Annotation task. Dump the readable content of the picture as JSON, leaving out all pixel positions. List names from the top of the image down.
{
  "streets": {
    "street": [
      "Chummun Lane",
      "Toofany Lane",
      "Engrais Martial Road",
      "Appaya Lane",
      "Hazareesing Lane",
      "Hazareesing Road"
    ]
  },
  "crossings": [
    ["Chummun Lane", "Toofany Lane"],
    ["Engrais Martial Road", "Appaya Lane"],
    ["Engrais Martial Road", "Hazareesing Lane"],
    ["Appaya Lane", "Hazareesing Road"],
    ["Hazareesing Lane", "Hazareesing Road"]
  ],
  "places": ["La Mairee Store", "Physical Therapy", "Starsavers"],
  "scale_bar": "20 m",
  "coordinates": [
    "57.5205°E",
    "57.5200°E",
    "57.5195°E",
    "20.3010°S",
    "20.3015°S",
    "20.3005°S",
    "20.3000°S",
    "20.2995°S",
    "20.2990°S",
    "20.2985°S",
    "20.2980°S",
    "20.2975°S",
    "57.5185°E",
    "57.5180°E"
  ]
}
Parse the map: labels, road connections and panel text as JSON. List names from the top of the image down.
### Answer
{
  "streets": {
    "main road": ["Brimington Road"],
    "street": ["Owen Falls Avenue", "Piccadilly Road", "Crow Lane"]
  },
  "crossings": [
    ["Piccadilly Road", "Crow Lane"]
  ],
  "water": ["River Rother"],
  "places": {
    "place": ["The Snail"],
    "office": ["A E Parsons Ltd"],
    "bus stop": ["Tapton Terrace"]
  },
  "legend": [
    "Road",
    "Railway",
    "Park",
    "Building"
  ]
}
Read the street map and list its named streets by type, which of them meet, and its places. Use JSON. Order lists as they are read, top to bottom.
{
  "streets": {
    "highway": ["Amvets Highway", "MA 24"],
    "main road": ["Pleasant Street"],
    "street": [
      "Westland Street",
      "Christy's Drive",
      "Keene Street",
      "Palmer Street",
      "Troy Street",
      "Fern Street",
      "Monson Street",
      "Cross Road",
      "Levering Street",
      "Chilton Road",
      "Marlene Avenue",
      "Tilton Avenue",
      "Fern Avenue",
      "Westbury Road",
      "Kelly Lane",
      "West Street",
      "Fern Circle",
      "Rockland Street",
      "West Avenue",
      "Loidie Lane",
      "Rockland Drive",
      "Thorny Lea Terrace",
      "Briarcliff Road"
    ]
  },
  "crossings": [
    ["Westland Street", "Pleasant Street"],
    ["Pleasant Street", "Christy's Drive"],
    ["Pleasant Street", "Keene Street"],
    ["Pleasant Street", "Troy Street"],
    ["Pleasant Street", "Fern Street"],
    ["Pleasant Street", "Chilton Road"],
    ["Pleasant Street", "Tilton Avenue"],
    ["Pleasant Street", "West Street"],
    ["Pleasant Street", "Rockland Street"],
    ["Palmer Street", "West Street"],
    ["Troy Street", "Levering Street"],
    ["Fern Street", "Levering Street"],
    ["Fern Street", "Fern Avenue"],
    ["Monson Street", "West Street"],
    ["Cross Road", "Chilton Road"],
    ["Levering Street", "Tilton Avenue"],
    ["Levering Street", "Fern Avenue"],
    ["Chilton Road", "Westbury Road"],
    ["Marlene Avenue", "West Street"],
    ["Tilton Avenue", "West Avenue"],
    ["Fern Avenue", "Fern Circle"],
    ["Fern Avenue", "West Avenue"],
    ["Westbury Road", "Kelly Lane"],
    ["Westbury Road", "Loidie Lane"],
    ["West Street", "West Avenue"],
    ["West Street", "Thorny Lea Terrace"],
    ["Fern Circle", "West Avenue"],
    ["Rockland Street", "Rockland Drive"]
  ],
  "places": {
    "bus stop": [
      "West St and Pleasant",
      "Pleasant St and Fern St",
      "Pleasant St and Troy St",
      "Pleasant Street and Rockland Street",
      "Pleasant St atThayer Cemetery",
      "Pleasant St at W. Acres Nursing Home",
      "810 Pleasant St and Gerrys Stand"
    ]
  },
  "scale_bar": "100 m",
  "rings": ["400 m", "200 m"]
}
____
*BRIEF:* What you hand back must match the records above exactly.

*SOLUTION FOR THIS EXERCISE:*
Annotation task. Dump the readable content of the picture as JSON, leaving out all pixel positions. List names from the top of the image down.
{
  "streets": {
    "street": [
      "Chummun Lane",
      "Toofany Lane",
      "Engrais Martial Road",
      "Appaya Lane",
      "Hazareesing Lane",
      "Hazareesing Road"
    ]
  },
  "crossings": [
    ["Chummun Lane", "Toofany Lane"],
    ["Engrais Martial Road", "Appaya Lane"],
    ["Engrais Martial Road", "Hazareesing Lane"],
    ["Appaya Lane", "Hazareesing Road"],
    ["Hazareesing Lane", "Hazareesing Road"]
  ],
  "places": ["La Mairee Store", "Physical Therapy", "Starsavers"],
  "scale_bar": "20 m",
  "coordinates": [
    "57.5205°E",
    "57.5200°E",
    "57.5195°E",
    "20.3010°S",
    "20.3015°S",
    "20.3005°S",
    "20.3000°S",
    "20.2995°S",
    "20.2990°S",
    "20.2985°S",
    "20.2980°S",
    "20.2975°S",
    "57.5185°E",
    "57.5180°E"
  ]
}
Parse the map: labels, road connections and panel text as JSON. List names from the top of the image down.
### Answer
{
  "streets": {
    "main road": ["Brimington Road"],
    "street": ["Owen Falls Avenue", "Piccadilly Road", "Crow Lane"]
  },
  "crossings": [
    ["Piccadilly Road", "Crow Lane"]
  ],
  "water": ["River Rother"],
  "places": {
    "place": ["The Snail"],
    "office": ["A E Parsons Ltd"],
    "bus stop": ["Tapton Terrace"]
  },
  "legend": [
    "Road",
    "Railway",
    "Park",
    "Building"
  ]
}
Read the street map and list its named streets by type, which of them meet, and its places. Use JSON. Order lists as they are read, top to bottom.
{
  "streets": {
    "highway": ["Amvets Highway", "MA 24"],
    "main road": ["Pleasant Street"],
    "street": [
      "Westland Street",
      "Christy's Drive",
      "Keene Street",
      "Palmer Street",
      "Troy Street",
      "Fern Street",
      "Monson Street",
      "Cross Road",
      "Levering Street",
      "Chilton Road",
      "Marlene Avenue",
      "Tilton Avenue",
      "Fern Avenue",
      "Westbury Road",
      "Kelly Lane",
      "West Street",
      "Fern Circle",
      "Rockland Street",
      "West Avenue",
      "Loidie Lane",
      "Rockland Drive",
      "Thorny Lea Terrace",
      "Briarcliff Road"
    ]
  },
  "crossings": [
    ["Westland Street", "Pleasant Street"],
    ["Pleasant Street", "Christy's Drive"],
    ["Pleasant Street", "Keene Street"],
    ["Pleasant Street", "Troy Street"],
    ["Pleasant Street", "Fern Street"],
    ["Pleasant Street", "Chilton Road"],
    ["Pleasant Street", "Tilton Avenue"],
    ["Pleasant Street", "West Street"],
    ["Pleasant Street", "Rockland Street"],
    ["Palmer Street", "West Street"],
    ["Troy Street", "Levering Street"],
    ["Fern Street", "Levering Street"],
    ["Fern Street", "Fern Avenue"],
    ["Monson Street", "West Street"],
    ["Cross Road", "Chilton Road"],
    ["Levering Street", "Tilton Avenue"],
    ["Levering Street", "Fern Avenue"],
    ["Chilton Road", "Westbury Road"],
    ["Marlene Avenue", "West Street"],
    ["Tilton Avenue", "West Avenue"],
    ["Fern Avenue", "Fern Circle"],
    ["Fern Avenue", "West Avenue"],
    ["Westbury Road", "Kelly Lane"],
    ["Westbury Road", "Loidie Lane"],
    ["West Street", "West Avenue"],
    ["West Street", "Thorny Lea Terrace"],
    ["Fern Circle", "West Avenue"],
    ["Rockland Street", "Rockland Drive"]
  ],
  "places": {
    "bus stop": [
      "West St and Pleasant",
      "Pleasant St and Fern St",
      "Pleasant St and Troy St",
      "Pleasant Street and Rockland Street",
      "Pleasant St atThayer Cemetery",
      "Pleasant St at W. Acres Nursing Home",
      "810 Pleasant St and Gerrys Stand"
    ]
  },
  "scale_bar": "100 m",
  "rings": ["400 m", "200 m"]
}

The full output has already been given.